- _WORK REQUEST_
Return every record verbatim, omitting all pictures.

- _AVAILABLE DATA_
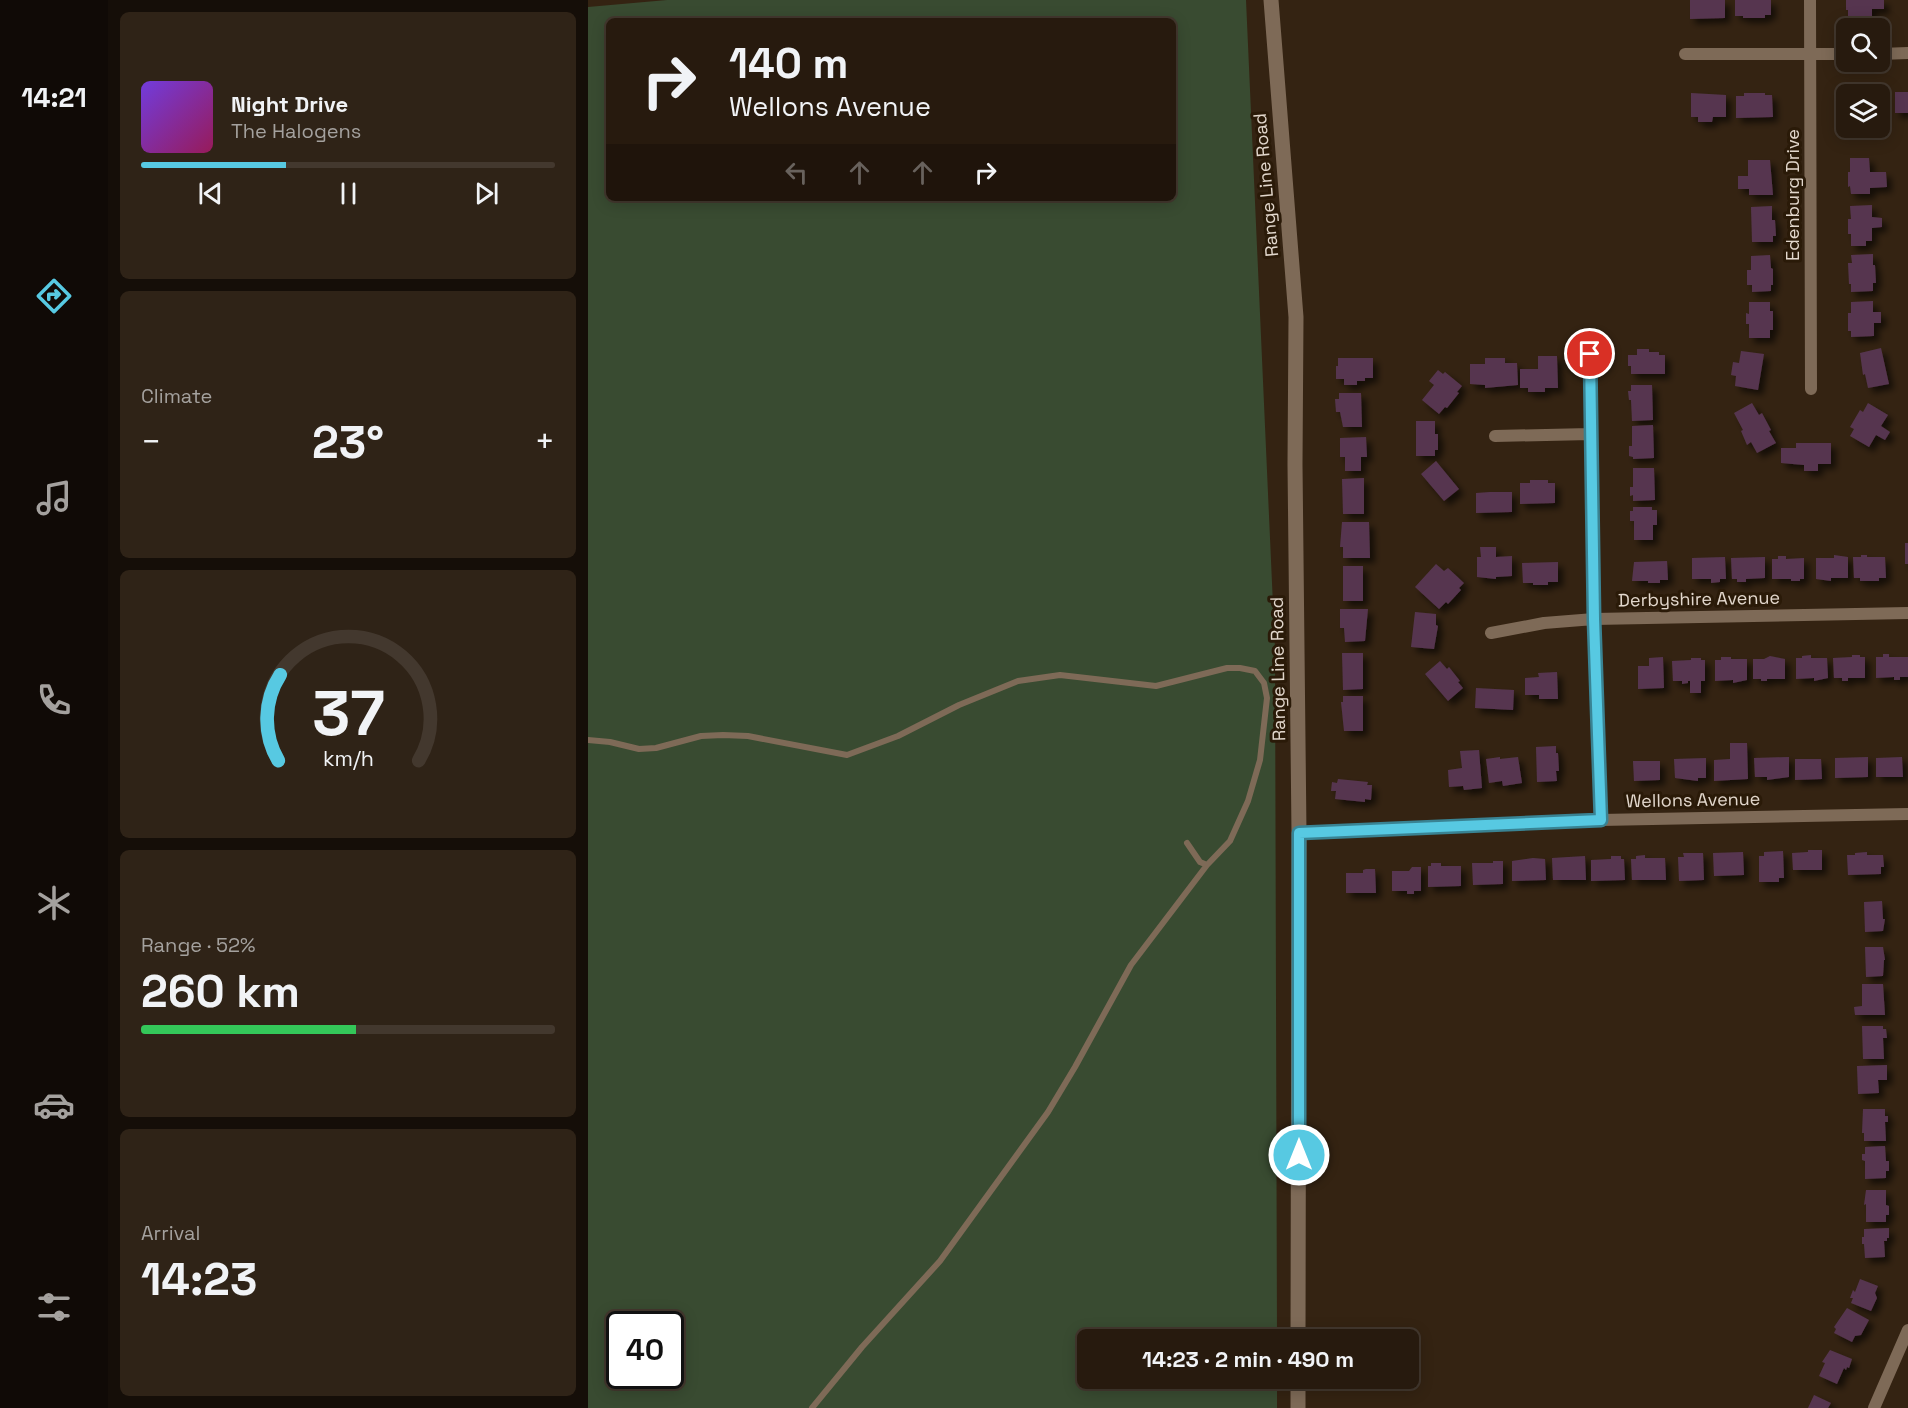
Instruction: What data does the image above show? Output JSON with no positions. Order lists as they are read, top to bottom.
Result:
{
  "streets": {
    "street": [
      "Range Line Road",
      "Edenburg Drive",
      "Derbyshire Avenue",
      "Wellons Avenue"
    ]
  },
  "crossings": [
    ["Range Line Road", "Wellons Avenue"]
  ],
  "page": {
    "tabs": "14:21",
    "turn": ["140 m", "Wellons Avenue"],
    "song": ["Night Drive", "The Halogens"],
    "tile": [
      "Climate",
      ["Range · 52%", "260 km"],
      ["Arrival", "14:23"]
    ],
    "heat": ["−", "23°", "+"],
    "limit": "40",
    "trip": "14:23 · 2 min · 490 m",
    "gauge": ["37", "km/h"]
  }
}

- _RESPONSE AREA_
Instruction: What data does the image above show? Output JSON with no positions. Order lists as they are read, top to bottom.
Result:
{
  "streets": {
    "street": [
      "Range Line Road",
      "Edenburg Drive",
      "Derbyshire Avenue",
      "Wellons Avenue"
    ]
  },
  "crossings": [
    ["Range Line Road", "Wellons Avenue"]
  ],
  "page": {
    "tabs": "14:21",
    "turn": ["140 m", "Wellons Avenue"],
    "song": ["Night Drive", "The Halogens"],
    "tile": [
      "Climate",
      ["Range · 52%", "260 km"],
      ["Arrival", "14:23"]
    ],
    "heat": ["−", "23°", "+"],
    "limit": "40",
    "trip": "14:23 · 2 min · 490 m",
    "gauge": ["37", "km/h"]
  }
}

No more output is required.